* Stored items *
------------------------------------------------------------

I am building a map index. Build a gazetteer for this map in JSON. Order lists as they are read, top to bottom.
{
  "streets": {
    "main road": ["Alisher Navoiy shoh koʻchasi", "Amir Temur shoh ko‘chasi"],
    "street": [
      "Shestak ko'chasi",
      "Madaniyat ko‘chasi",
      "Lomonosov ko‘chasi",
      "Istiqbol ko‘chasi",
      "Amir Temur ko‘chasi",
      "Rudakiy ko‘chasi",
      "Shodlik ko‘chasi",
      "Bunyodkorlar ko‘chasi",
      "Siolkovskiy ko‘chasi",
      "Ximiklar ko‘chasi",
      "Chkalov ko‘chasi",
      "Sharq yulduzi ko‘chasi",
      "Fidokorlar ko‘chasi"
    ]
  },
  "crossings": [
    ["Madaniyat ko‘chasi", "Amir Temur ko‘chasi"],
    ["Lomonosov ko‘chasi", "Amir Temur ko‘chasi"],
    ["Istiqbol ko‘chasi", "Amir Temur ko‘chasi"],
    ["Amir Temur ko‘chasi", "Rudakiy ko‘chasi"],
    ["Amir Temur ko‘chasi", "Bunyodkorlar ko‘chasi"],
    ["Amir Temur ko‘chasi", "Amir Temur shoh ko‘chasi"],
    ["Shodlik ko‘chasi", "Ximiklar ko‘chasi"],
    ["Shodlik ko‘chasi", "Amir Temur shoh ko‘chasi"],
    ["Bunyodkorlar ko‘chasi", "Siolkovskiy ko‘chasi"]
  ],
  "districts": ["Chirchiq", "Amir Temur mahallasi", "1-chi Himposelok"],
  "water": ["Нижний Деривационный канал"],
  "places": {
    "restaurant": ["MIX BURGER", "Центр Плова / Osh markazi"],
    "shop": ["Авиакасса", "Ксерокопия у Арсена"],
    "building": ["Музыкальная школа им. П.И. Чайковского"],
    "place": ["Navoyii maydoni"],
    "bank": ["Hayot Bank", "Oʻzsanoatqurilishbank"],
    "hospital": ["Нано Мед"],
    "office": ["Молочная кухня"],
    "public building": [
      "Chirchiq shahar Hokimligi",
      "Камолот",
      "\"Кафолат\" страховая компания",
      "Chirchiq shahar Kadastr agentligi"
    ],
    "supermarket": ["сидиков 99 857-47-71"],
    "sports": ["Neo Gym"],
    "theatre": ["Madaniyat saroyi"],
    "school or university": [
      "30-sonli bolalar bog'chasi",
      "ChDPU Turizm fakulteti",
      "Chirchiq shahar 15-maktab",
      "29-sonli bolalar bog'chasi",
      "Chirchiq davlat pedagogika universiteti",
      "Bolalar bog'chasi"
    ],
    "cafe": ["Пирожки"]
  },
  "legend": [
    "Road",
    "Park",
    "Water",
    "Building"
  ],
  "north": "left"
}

------------------------------------------------------------

* Task to carry out *
Identify all lines in the records above with the word "Chirchiq".

* Output of the exercise *
  "districts": ["Chirchiq", "Amir Temur mahallasi", "1-chi Himposelok"],
      "Chirchiq shahar Hokimligi",
      "Chirchiq shahar Kadastr agentligi"
      "Chirchiq shahar 15-maktab",
      "Chirchiq davlat pedagogika universiteti",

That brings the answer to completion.